··· EXTRACTED ENTRIES

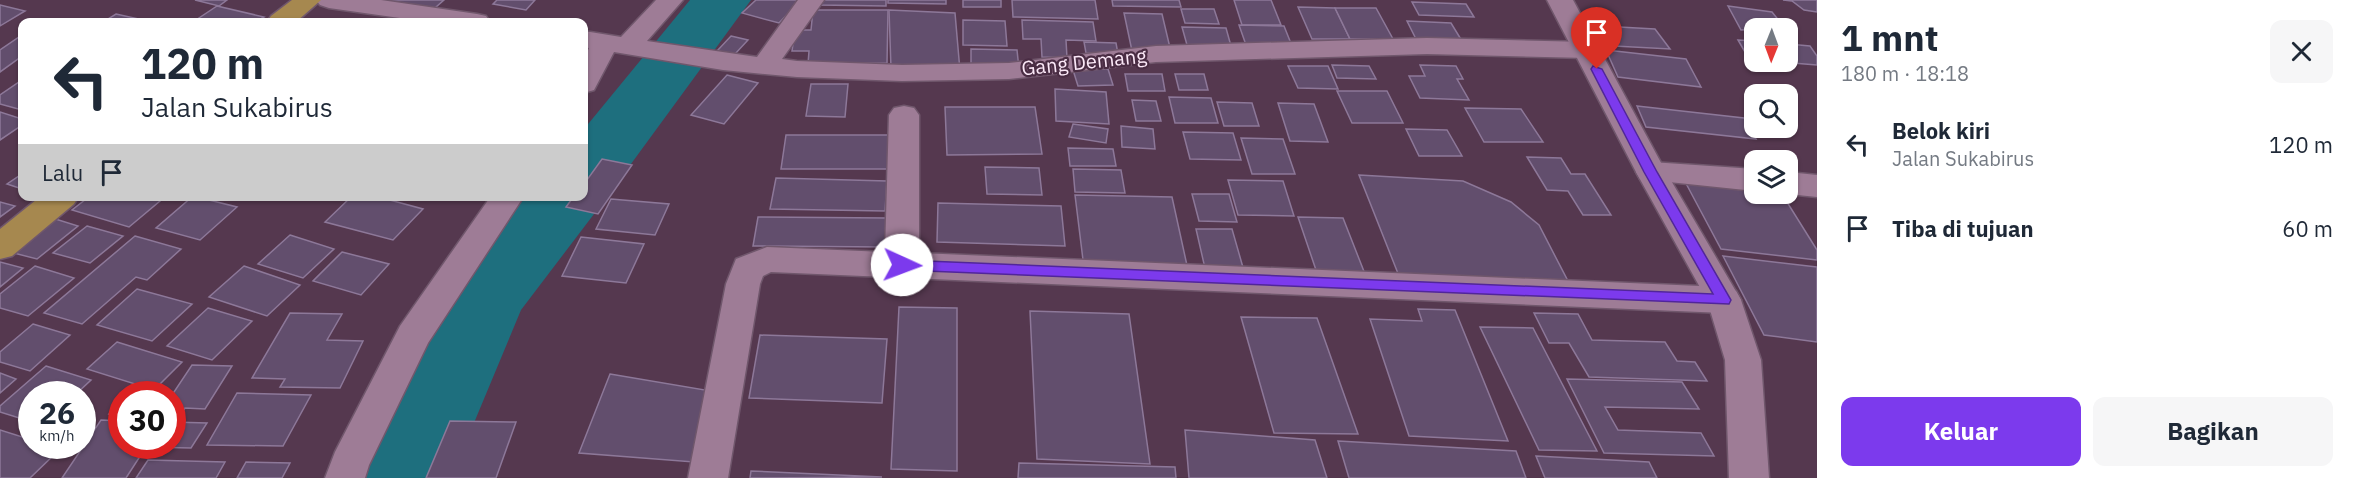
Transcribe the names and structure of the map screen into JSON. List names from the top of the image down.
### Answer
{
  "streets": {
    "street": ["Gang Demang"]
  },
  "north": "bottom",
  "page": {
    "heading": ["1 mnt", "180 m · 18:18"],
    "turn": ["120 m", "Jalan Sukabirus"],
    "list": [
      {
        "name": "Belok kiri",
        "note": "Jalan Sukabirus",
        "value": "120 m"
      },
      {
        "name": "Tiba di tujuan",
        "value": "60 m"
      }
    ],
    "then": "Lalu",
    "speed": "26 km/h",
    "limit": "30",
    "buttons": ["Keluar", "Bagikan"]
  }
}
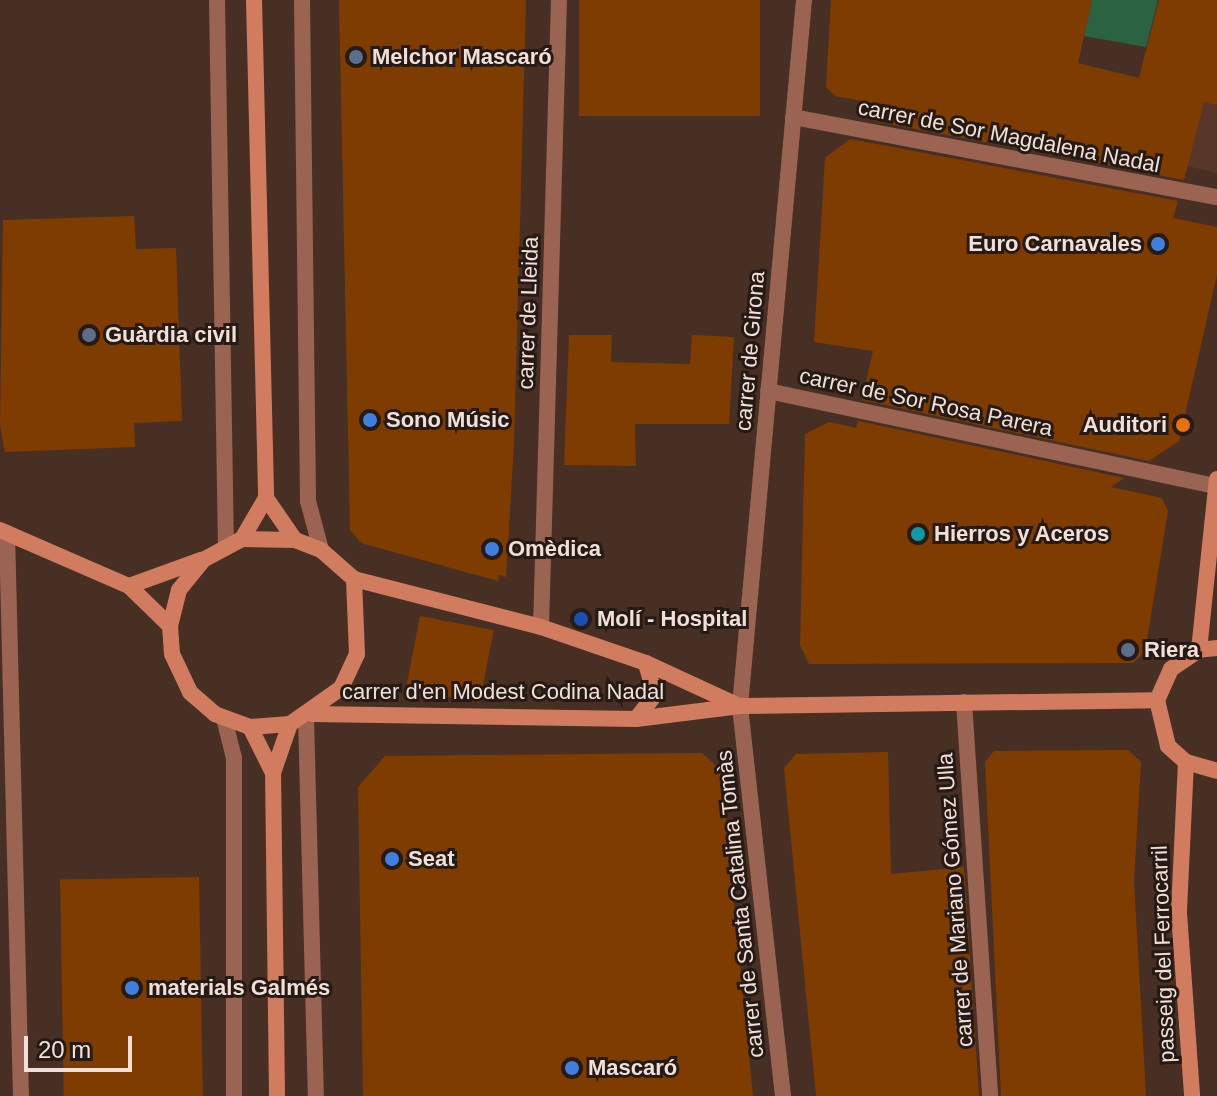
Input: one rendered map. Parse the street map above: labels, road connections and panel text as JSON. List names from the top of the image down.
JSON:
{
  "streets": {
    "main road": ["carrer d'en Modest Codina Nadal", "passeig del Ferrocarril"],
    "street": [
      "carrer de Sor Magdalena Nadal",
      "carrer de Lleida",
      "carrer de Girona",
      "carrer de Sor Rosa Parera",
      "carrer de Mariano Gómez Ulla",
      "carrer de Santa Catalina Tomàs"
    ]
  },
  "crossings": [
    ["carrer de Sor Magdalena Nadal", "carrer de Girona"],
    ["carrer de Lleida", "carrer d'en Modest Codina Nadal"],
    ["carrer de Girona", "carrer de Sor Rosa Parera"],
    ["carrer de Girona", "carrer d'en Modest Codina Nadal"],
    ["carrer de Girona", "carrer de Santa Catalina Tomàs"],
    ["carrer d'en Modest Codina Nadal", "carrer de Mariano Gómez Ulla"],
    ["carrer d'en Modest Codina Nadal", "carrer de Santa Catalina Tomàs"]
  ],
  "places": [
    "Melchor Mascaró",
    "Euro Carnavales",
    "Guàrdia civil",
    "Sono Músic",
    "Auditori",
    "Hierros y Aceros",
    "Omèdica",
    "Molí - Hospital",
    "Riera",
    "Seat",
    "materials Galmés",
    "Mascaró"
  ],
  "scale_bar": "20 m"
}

······

## HOW TO COMPLETE THIS TASK
All the lines above must be written out exactly, without a single picture.

## ANSWER
Transcribe the names and structure of the map screen into JSON. List names from the top of the image down.
### Answer
{
  "streets": {
    "street": ["Gang Demang"]
  },
  "north": "bottom",
  "page": {
    "heading": ["1 mnt", "180 m · 18:18"],
    "turn": ["120 m", "Jalan Sukabirus"],
    "list": [
      {
        "name": "Belok kiri",
        "note": "Jalan Sukabirus",
        "value": "120 m"
      },
      {
        "name": "Tiba di tujuan",
        "value": "60 m"
      }
    ],
    "then": "Lalu",
    "speed": "26 km/h",
    "limit": "30",
    "buttons": ["Keluar", "Bagikan"]
  }
}
Input: one rendered map. Parse the street map above: labels, road connections and panel text as JSON. List names from the top of the image down.
JSON:
{
  "streets": {
    "main road": ["carrer d'en Modest Codina Nadal", "passeig del Ferrocarril"],
    "street": [
      "carrer de Sor Magdalena Nadal",
      "carrer de Lleida",
      "carrer de Girona",
      "carrer de Sor Rosa Parera",
      "carrer de Mariano Gómez Ulla",
      "carrer de Santa Catalina Tomàs"
    ]
  },
  "crossings": [
    ["carrer de Sor Magdalena Nadal", "carrer de Girona"],
    ["carrer de Lleida", "carrer d'en Modest Codina Nadal"],
    ["carrer de Girona", "carrer de Sor Rosa Parera"],
    ["carrer de Girona", "carrer d'en Modest Codina Nadal"],
    ["carrer de Girona", "carrer de Santa Catalina Tomàs"],
    ["carrer d'en Modest Codina Nadal", "carrer de Mariano Gómez Ulla"],
    ["carrer d'en Modest Codina Nadal", "carrer de Santa Catalina Tomàs"]
  ],
  "places": [
    "Melchor Mascaró",
    "Euro Carnavales",
    "Guàrdia civil",
    "Sono Músic",
    "Auditori",
    "Hierros y Aceros",
    "Omèdica",
    "Molí - Hospital",
    "Riera",
    "Seat",
    "materials Galmés",
    "Mascaró"
  ],
  "scale_bar": "20 m"
}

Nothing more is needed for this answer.